[Opening Dataset content section]

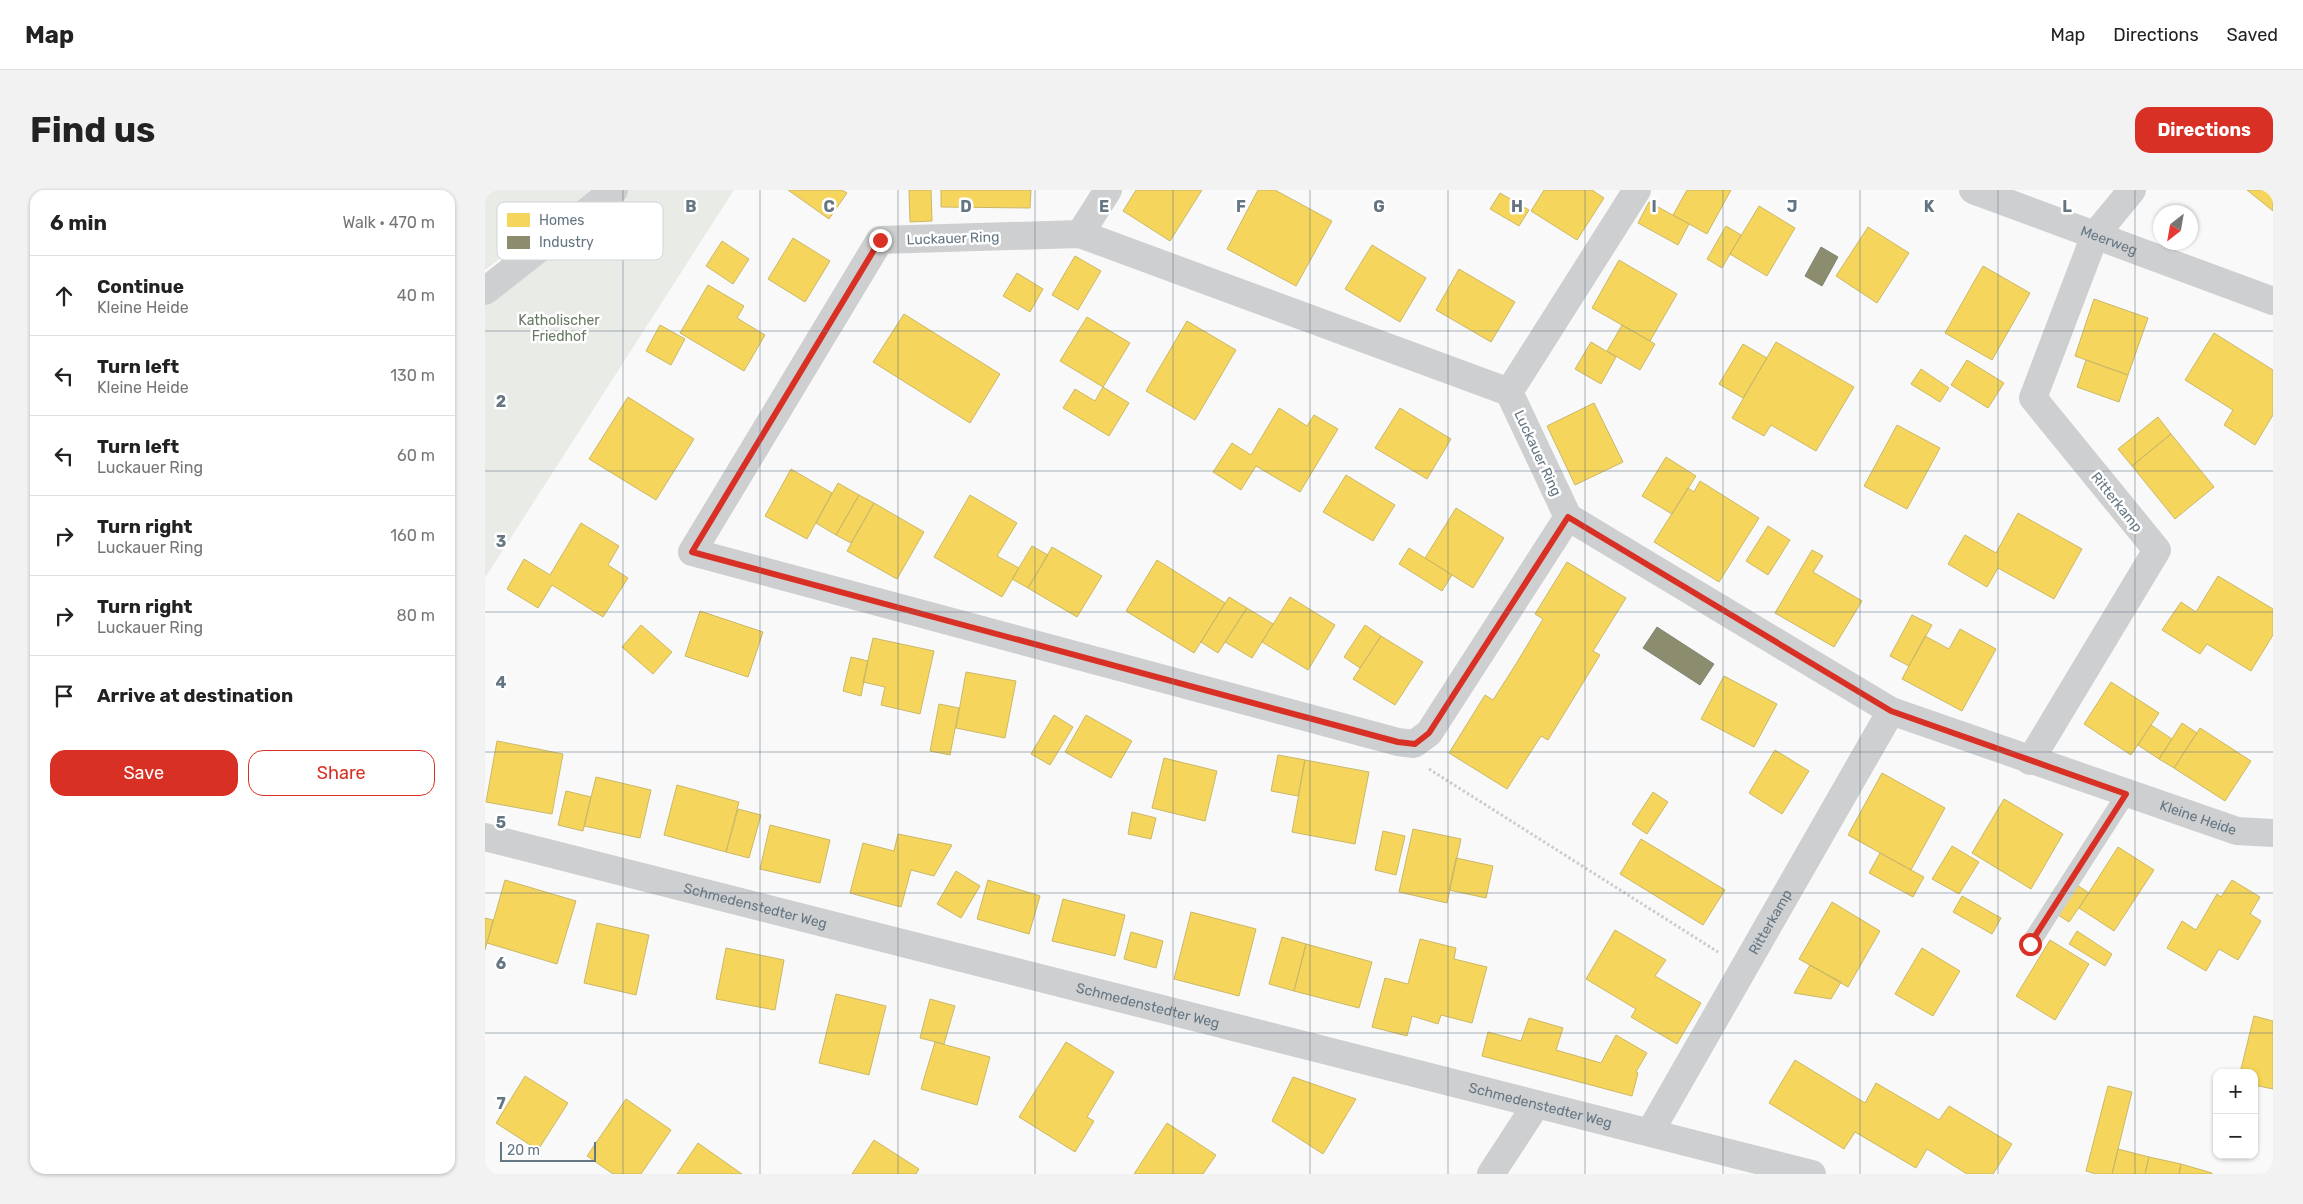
<!DOCTYPE html>
<meta charset="utf-8">
<style>
body{margin:0;font-family:Rubik,sans-serif;background:#f2f2f2;color:#222}
.controls{position:absolute;right:15px;bottom:15px;display:grid;overflow:hidden;border-radius:10px;box-shadow:0 1px 4px #0004}
.controls button{width:45px;height:45px;display:grid;place-items:center;padding:0;border:0;border-bottom:1px solid #e0e0e0;background:#fff;color:#222;font:25px sans-serif}
.compass{position:absolute;left:1668px;top:15px;width:45px;height:45px;border-radius:50%;background:#fff;box-shadow:0 1px 4px #0004;rotate:211deg}
.scale{position:absolute;left:15px;bottom:12px;width:96px;box-sizing:border-box;padding-left:5px;border:2px solid #657683;border-top:0;font-size:14px;line-height:18px;white-space:nowrap;color:#657683;-webkit-text-stroke:4px #fff;paint-order:stroke}
.stop{position:absolute;width:15px;height:15px;margin:-11px;border:4px solid #d93025;border-radius:50%;background:#fff}
.stop.end{background:#d93025;border-color:#fff;box-shadow:0 1px 5px #0008}
.list{margin:0;padding:0;list-style:none}
h2{display:flex;justify-content:space-between;align-items:center;height:65px;margin:0;padding:0 20px;font-size:21px}
h2 small{font-size:16px;font-weight:400;color:#767676}
.list li{display:grid;grid-template-columns:32px 1fr auto;gap:15px;align-items:center;box-sizing:border-box;height:80px;padding:0 20px;border-top:1px solid #e0e0e0}
.list b{display:block;font-size:19px;white-space:nowrap}
.list p{margin:0;font-size:16px;white-space:nowrap;color:#767676}
.list em{font-size:16px;font-style:normal;color:#767676}
.actions{display:flex;gap:10px;padding:15px 20px}
.actions a{flex:1;padding:11px 0;border:1px solid #d93025;border-radius:15px;text-align:center;font-size:18px;color:#d93025}
.actions .main{background:#d93025;color:#fff}
.icon{flex:none;width:28px;height:28px;fill:none;stroke:currentColor;stroke-width:2;stroke-linecap:round;stroke-linejoin:round}
.map{position:relative;flex:none;width:1788px;height:984px;overflow:hidden;border-radius:15px}
header{display:flex;align-items:center;gap:30px;box-sizing:border-box;height:70px;padding:0 25px;background:#fff;border-bottom:1px solid #e0e0e0}
header strong{font-size:24px}
nav{display:flex;gap:28px;margin-inline-start:auto;font-size:18px}
.intro{display:flex;align-items:center;justify-content:space-between;box-sizing:border-box;height:120px;padding:0 30px}
h1{margin:0;font-size:35px}
.button{padding:12px 22px;border-radius:15px;background:#d93025;color:#fff;font-size:18px;font-weight:700}
main{display:flex;gap:30px;padding:0 30px}
aside{flex:1;background:#fff;border-radius:15px;box-shadow:0 1px 4px #0004}
.map>svg:first-child{display:block}
</style>
<header>
<strong>Map</strong>
<nav><a>Map</a><a>Directions</a><a>Saved</a></nav>
</header>
<div class="intro"><h1>Find us</h1><a class="button">Directions</a></div>
<main>
<aside>
<h2>6 min<small>Walk · 470 m</small></h2>
<ul class="list">
<li><svg class="icon" aria-label="ahead" viewBox="0 0 24 24"><path d="M12 20V5M6 11l6-6 6 6"/></svg><div><b>Continue</b><p>Kleine Heide</p></div><em>40 m</em></li>
<li><svg class="icon" aria-label="left" viewBox="0 0 24 24"><path d="M17 20v-9H6M10 6l-5 5 5 5"/></svg><div><b>Turn left</b><p>Kleine Heide</p></div><em>130 m</em></li>
<li><svg class="icon" aria-label="left" viewBox="0 0 24 24"><path d="M17 20v-9H6M10 6l-5 5 5 5"/></svg><div><b>Turn left</b><p>Luckauer Ring</p></div><em>60 m</em></li>
<li><svg class="icon" aria-label="right" viewBox="0 0 24 24"><path d="M7 20v-9h11M14 6l5 5-5 5"/></svg><div><b>Turn right</b><p>Luckauer Ring</p></div><em>160 m</em></li>
<li><svg class="icon" aria-label="right" viewBox="0 0 24 24"><path d="M7 20v-9h11M14 6l5 5-5 5"/></svg><div><b>Turn right</b><p>Luckauer Ring</p></div><em>80 m</em></li>
<li><svg class="icon" aria-label="arrive" viewBox="0 0 24 24"><path d="M6 21V4h12l-3 4 3 4H6"/></svg><div><b>Arrive at destination</b></div></li>
</ul>
<div class="actions"><a class="main">Save</a><a>Share</a></div>
</aside>
<div class="map">
<svg width="1788" height="984" viewBox="0 0 1788 984">
<rect width="100%" height="100%" fill="#f9f9f9"/>
<!-- green -->
<path fill="#e8ebe6" d="M0,0h106l-106,80z
M135,0h114l-249,388v-284z"/>
<!-- homes -->
<path fill="#f6d55c" stroke="#cab868" d="M303,0h54l5,3 -18,26z
M424,0h22l1,31 -22,1z
M456,0h90l-1,18 -89,-1z
M651,0h66l-32,51 -47,-30z
M773,0h17l57,31 -36,65 -69,-37z
M1059,0h48l12,8 -27,42 -46,-29z
M1202,0h44l-24,44 -34,-19z
M1762,0h26v21z
M1015,3l29,17 -10,16 -29,-17z
M1164,12l40,22 -11,21 -40,-22z
M1274,16l36,22 -28,48 -37,-22z
M1241,36l15,9 -19,33 -15,-9z
M1383,37l41,26 -32,50 -41,-27z
M308,48l37,23 -25,41 -37,-23z
M237,51l27,18 -16,25 -27,-18z
M887,55l54,33 -26,44 -55,-33z
M590,66l26,15 -23,39 -26,-15z
M1134,70l58,34 -27,47 -58,-33z
M1498,76l47,27 -38,67 -47,-27z
M974,79l56,33 -24,40 -55,-32z
M532,83l26,16 -13,23 -27,-16z
M223,95l36,21 -7,12 28,17 -21,36 -64,-38z
M1609,109l54,19 -20,57 -53,-19z
M419,124l96,60 -30,49 -97,-61z
M602,127l43,26 -27,44 -43,-26z
M702,131l49,29 -41,70 -49,-29z
M175,135l25,14 -14,26 -25,-14z
M1137,135l33,19 -15,26 -33,-19z
M1729,143l59,37v45l-18,30 -31,-20 9,-15 -48,-30z
M1106,152l25,15 -15,27 -26,-15z
M1291,152l78,45 -38,64 -45,-26 -7,11 -32,-18z
M1258,154l24,14 -24,40 -24,-14z
M1482,170l37,23 -16,25 -37,-23z
M1601,170l42,15 -9,27 -42,-15z
M1436,179l28,19 -9,14 -29,-18z
M618,197l26,16 -20,33 -46,-28 12,-19 20,12z
M143,207l66,42 -38,61 -67,-41z
M1109,213l29,59 -48,23 -28,-59z
M794,218l28,18 7,-11 24,14 -38,63 -44,-26 -15,24 -28,-18 19,-29 19,12z
M915,218l51,31 -24,40 -52,-31z
M1673,227l13,17 -39,32 -14,-17z
M1412,235l43,23 -33,61 -43,-23z
M1686,244l43,53 -39,32 -43,-53z
M1181,267l30,19 -24,38 -30,-18z
M306,279l41,24 -25,46 -42,-23z
M861,285l49,30 -22,36 -50,-29z
M1215,291l59,37 -40,64 -65,-40 34,-54 6,4z
M353,293l21,12 -23,40 -20,-12z
M374,305l15,8 -23,40 -15,-8z
M485,305l47,28 -20,33 22,12 -17,29 -68,-40z
M389,313l50,29 -27,47 -50,-28z
M971,318l48,30 -31,50 -48,-30z
M1533,323l64,36 -28,50 -56,-31 -11,19 -39,-23 17,-29 31,18z
M96,333l38,23 -11,19 20,13 -25,39 -51,-32 -14,23 -31,-19 17,-30 26,16z
M1283,336l22,14 -22,35 -22,-14z
M547,356l16,9 -20,33 -16,-9z
M567,357l50,29 -25,41 -49,-29z
M924,358l43,27 -10,16 -43,-27z
M1327,360l11,6 -10,16 49,29 -28,46 -59,-34z
M672,370l68,43 -31,50 -68,-42z
M1082,372l59,36 -33,53 7,4 -52,85 -7,-4 -34,53 -58,-36 36,-58 8,5 23,-36 27,-45 -8,-5z
M1733,386l55,33v26l-22,36 -44,-27 -7,10 -38,-24 19,-28 15,10z
M744,407l18,11 -29,45 -17,-11z
M805,407l45,28 -27,45 -46,-28z
M762,418l26,16 -21,34 -27,-16z
M215,421l63,21 -15,45 -63,-21z
M1427,425l20,10 -23,41 -19,-10z
M156,435l31,27 -19,22 -31,-27z
M880,435l16,11 -21,32 -16,-11z
M1475,439l36,20 -34,62 -60,-32 23,-43 24,13z
M896,446l42,26 -28,43 -42,-26z
M388,448l61,13 -14,63 -39,-9 4,-18 -22,-5z
M366,467l17,4 -7,35 -18,-5z
M481,482l50,9 -11,57 -49,-10z
M1239,486l53,28 -23,43 -53,-28z
M1626,492l48,31 -28,42 -47,-31z
M454,514l20,4 -9,47 -20,-4z
M569,525l19,12 -23,38 -19,-11z
M601,525l46,26 -21,37 -46,-26z
M1697,533l15,10 -23,35 -15,-9z
M1666,535l21,14 -13,20 -21,-14z
M1715,538l51,33 -26,40 -51,-33z
M12,551l66,13 -11,60 -66,-12z
M1290,560l34,21 -27,43 -33,-21z
M793,565l27,5 -7,36 -27,-5z
M679,568l53,13 -12,50 -53,-13z
M820,570l64,12 -14,72 -63,-12z
M1397,583l63,35 -34,62 -63,-35z
M111,587l55,13 -11,48 -56,-12z
M192,595l62,17 -13,50 -62,-17z
M81,601l25,6 -8,34 -25,-6z
M1168,602l15,10 -21,32 -15,-10z
M1519,609l59,35 -32,55 -59,-36z
M253,619l23,6 -12,43 -23,-6z
M647,622l24,6 -5,21 -23,-5z
M285,635l60,15 -10,43 -60,-14z
M928,639l48,10 -14,64 -48,-11z
M898,641l22,5 -9,39 -21,-5z
M413,644l54,11 -18,31 -23,-6 -10,37 -51,-14 13,-50 31,8z
M1156,649l84,51 -22,35 -83,-51z
M1467,656l27,16 -20,32 -27,-15z
M1633,657l36,23 -40,61 -35,-23z
M1395,663l44,24 -11,20 -44,-24z
M971,668l37,8 -7,32 -37,-8z
M471,681l24,15 -19,32 -24,-14z
M20,690l71,21 -19,63 -70,-21z
M503,690l52,16 -11,38 -52,-15z
M1747,690l28,17 -10,17 11,7 -23,39 -19,-11 -13,22 -39,-23 15,-27 14,9 21,-36 4,3z
M1589,693l15,10 -20,29 -14,-9z
M1477,706l39,22 -9,16 -39,-22z
M578,709l62,16 -10,41 -63,-15z
M1347,712l48,29 -32,56 -49,-28z
M706,722l65,17 -17,67 -65,-17z
M0,728l8,2 -8,30z
M112,733l52,12 -13,60 -52,-12z
M1130,740l51,30 -11,16 46,27 -24,41 -46,-27 5,-8 -50,-30z
M1592,741l35,23 -7,12 -36,-22z
M646,742l32,9 -7,27 -32,-9z
M797,747l24,7 -12,47 -25,-7z
M935,749l36,9 -2,11 33,8 -15,56 -31,-8 -3,9 -26,-8 -5,20 -35,-9 13,-49 23,6z
M1565,750l39,24 -34,56 -39,-24z
M821,754l66,18 -13,46 -65,-17z
M241,758l58,12 -9,50 -59,-11z
M1437,758l38,23 -27,45 -38,-22z
M1325,775l31,17 -10,17 -37,-6z
M351,804l50,12 -17,69 -50,-12z
M445,809l25,7 -11,38 -24,-6z
M1769,826l19,5v68l-19,-4v-12h-14z
M1044,828l34,10 -7,22 45,13 15,-28 31,18 -11,19 2,1 -6,23 -150,-40 6,-24 33,9z
M450,852l55,15 -13,48 -56,-16z
M581,852l48,30 -27,45 7,4 -19,31 -56,-35z
M1310,870l70,43 11,-20 63,37 10,-14 63,38 -19,30h-26l-40,-25 -11,19 -61,-36 -11,17 -75,-46z
M40,886l43,27 -30,47 -42,-27z
M808,887l63,22 -33,55 -51,-33z
M1623,896l24,6 -20,82h-16l-10,-3z
M141,909l45,31 -30,44h-28l-26,-18z
M682,933l49,32 -13,19h-69z
M389,950l45,29 -3,5h-64z
M213,953l44,31h-65z
M1633,959l31,8 -4,17h-33z
M1664,967l32,7 -2,10h-34z
M1696,974l31,9v1h-33z"/>
<!-- industry -->
<path fill="#8c8c6e" stroke="#808574" d="M1336,57l17,10 -16,29 -17,-10z
M1172,437l57,37 -14,21 -57,-37z"/>
<g fill="none" stroke-linecap="round" stroke-linejoin="round">
<!-- path -->
<path stroke="#cbcccd" stroke-width="3" stroke-dasharray="2.5 2.5" stroke-linecap="butt" d="M944,579l289,183"/>
<!-- lane -->
<path stroke="#cecfd0" stroke-width="19" d="M1545,754l96,-150"/>
<!-- street -->
<g stroke="#cecfd0" stroke-width="28">
<path id="s1" d="M1488,0l300,111"/>
<path d="M595,44l429,158 59,125 -139,216 -15,11 -16,-2 -706,-190 188,-312z"/>
<path d="M595,44l28,-44"/>
<path d="M0,101l129,-101"/>
<path d="M1024,202l128,-202"/>
<path id="s2" d="M1083,327l323,194 346,120 36,2"/>
<path d="M1545,571l127,-211 -124,-152 62,-163 37,-45"/>
<path id="s3" d="M0,647l1327,337"/>
<path id="s4" d="M1165,942l241,-421"/>
<path d="M1006,984l45,-69"/>
</g>
</g>
<g fill="none" stroke-linecap="round" stroke-linejoin="round">
<!-- route -->
<path stroke="#d93025" stroke-width="6" d="M395,50l-188,312 706,190 17,2 14,-11 139,-216 323,194 235,83 -96,150"/>
</g>
<!-- grid -->
<path fill="none" stroke="#657683" stroke-width="1" stroke-opacity="0.55" d="M138,0v984M275,0v984M413,0v984M550,0v984M688,0v984M825,0v984M963,0v984M1100,0v984M1238,0v984M1375,0v984M1513,0v984M1650,0v984M0,141h1788M0,281h1788M0,422h1788M0,562h1788M0,703h1788M0,843h1788"/>
<g text-anchor="middle" stroke-width="5" stroke-linejoin="round" paint-order="stroke">
<!-- street labels -->
<g font-size="14" fill="#657683" stroke="#fff">
<text transform="translate(468 48) rotate(-2)" y="5">Luckauer Ring</text>
<text dy="5" stroke="none"><textPath href="#s1" startOffset="145">Meerweg</textPath></text>
<text transform="translate(1053 263) rotate(65)" y="5">Luckauer Ring</text>
<text transform="translate(1632 312) rotate(51)" y="5">Ritterkamp</text>
<text dy="5" stroke="none"><textPath href="#s2" startOffset="702">Kleine Heide</textPath></text>
<text dy="5" stroke="none"><textPath href="#s3" startOffset="279">Schmedenstedter Weg</textPath></text>
<text dy="5" stroke="none"><textPath href="#s4" startOffset="242">Ritterkamp</textPath></text>
<text dy="5" stroke="none"><textPath href="#s3" startOffset="684">Schmedenstedter Weg</textPath></text>
<text dy="5" stroke="none"><textPath href="#s3" startOffset="1089">Schmedenstedter Weg</textPath></text>
</g>
<!-- park labels -->
<g font-size="14" fill="#687a64" stroke="#fff">
<text x="74" y="135">Katholischer<tspan x="74" dy="16">Friedhof</tspan></text>
</g>
</g>
<!-- legend -->
<rect x="12" y="12" width="166" height="58" rx="8" fill="#fff" stroke="#d1d6da" stroke-width="1"/>
<rect x="22" y="23" width="23" height="14" fill="#f6d55c"/>
<rect x="22" y="46" width="23" height="13" fill="#8c8c6e"/>
<g font-size="14" fill="#657683">
<text x="54" y="35">Homes</text>
<text x="54" y="57">Industry</text>
</g>
<g font-size="16" text-anchor="middle" font-weight="bold" fill="#657683" stroke="#fff" stroke-width="5" stroke-linejoin="round" paint-order="stroke">
<text x="206" y="22">B</text>
<text x="344" y="22">C</text>
<text x="481" y="22">D</text>
<text x="619" y="22">E</text>
<text x="756" y="22">F</text>
<text x="894" y="22">G</text>
<text x="1032" y="22">H</text>
<text x="1169" y="22">I</text>
<text x="1307" y="22">J</text>
<text x="1444" y="22">K</text>
<text x="1582" y="22">L</text>
<text x="16" y="217">2</text>
<text x="16" y="357">3</text>
<text x="16" y="498">4</text>
<text x="16" y="638">5</text>
<text x="16" y="779">6</text>
<text x="16" y="919">7</text>
</g>
</svg>
<div class="controls">
<button>+</button>
<button>−</button>
</div>
<svg class="compass" viewBox="-18 -18 36 36"><path d="M0-13l5 13h-10z" fill="#e53935"/><path d="M0 13l5-13h-10z" fill="#767676"/></svg>
<div class="scale">20 m</div>
<div class="stop" style="left:1545px;top:754px"></div>
<div class="stop end" style="left:395px;top:50px"></div>
</div>
</main>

[Closing Dataset content section]

- _Exercise_: Retype, exactly and in full, the lines above from the one containing "M1609,109l54,19 -20,57 -53,-19z" through the one containing "M1427,425l20,10 -23,41 -19,-10z".

- _Your response_:
M1609,109l54,19 -20,57 -53,-19z
M419,124l96,60 -30,49 -97,-61z
M602,127l43,26 -27,44 -43,-26z
M702,131l49,29 -41,70 -49,-29z
M175,135l25,14 -14,26 -25,-14z
M1137,135l33,19 -15,26 -33,-19z
M1729,143l59,37v45l-18,30 -31,-20 9,-15 -48,-30z
M1106,152l25,15 -15,27 -26,-15z
M1291,152l78,45 -38,64 -45,-26 -7,11 -32,-18z
M1258,154l24,14 -24,40 -24,-14z
M1482,170l37,23 -16,25 -37,-23z
M1601,170l42,15 -9,27 -42,-15z
M1436,179l28,19 -9,14 -29,-18z
M618,197l26,16 -20,33 -46,-28 12,-19 20,12z
M143,207l66,42 -38,61 -67,-41z
M1109,213l29,59 -48,23 -28,-59z
M794,218l28,18 7,-11 24,14 -38,63 -44,-26 -15,24 -28,-18 19,-29 19,12z
M915,218l51,31 -24,40 -52,-31z
M1673,227l13,17 -39,32 -14,-17z
M1412,235l43,23 -33,61 -43,-23z
M1686,244l43,53 -39,32 -43,-53z
M1181,267l30,19 -24,38 -30,-18z
M306,279l41,24 -25,46 -42,-23z
M861,285l49,30 -22,36 -50,-29z
M1215,291l59,37 -40,64 -65,-40 34,-54 6,4z
M353,293l21,12 -23,40 -20,-12z
M374,305l15,8 -23,40 -15,-8z
M485,305l47,28 -20,33 22,12 -17,29 -68,-40z
M389,313l50,29 -27,47 -50,-28z
M971,318l48,30 -31,50 -48,-30z
M1533,323l64,36 -28,50 -56,-31 -11,19 -39,-23 17,-29 31,18z
M96,333l38,23 -11,19 20,13 -25,39 -51,-32 -14,23 -31,-19 17,-30 26,16z
M1283,336l22,14 -22,35 -22,-14z
M547,356l16,9 -20,33 -16,-9z
M567,357l50,29 -25,41 -49,-29z
M924,358l43,27 -10,16 -43,-27z
M1327,360l11,6 -10,16 49,29 -28,46 -59,-34z
M672,370l68,43 -31,50 -68,-42z
M1082,372l59,36 -33,53 7,4 -52,85 -7,-4 -34,53 -58,-36 36,-58 8,5 23,-36 27,-45 -8,-5z
M1733,386l55,33v26l-22,36 -44,-27 -7,10 -38,-24 19,-28 15,10z
M744,407l18,11 -29,45 -17,-11z
M805,407l45,28 -27,45 -46,-28z
M762,418l26,16 -21,34 -27,-16z
M215,421l63,21 -15,45 -63,-21z
M1427,425l20,10 -23,41 -19,-10z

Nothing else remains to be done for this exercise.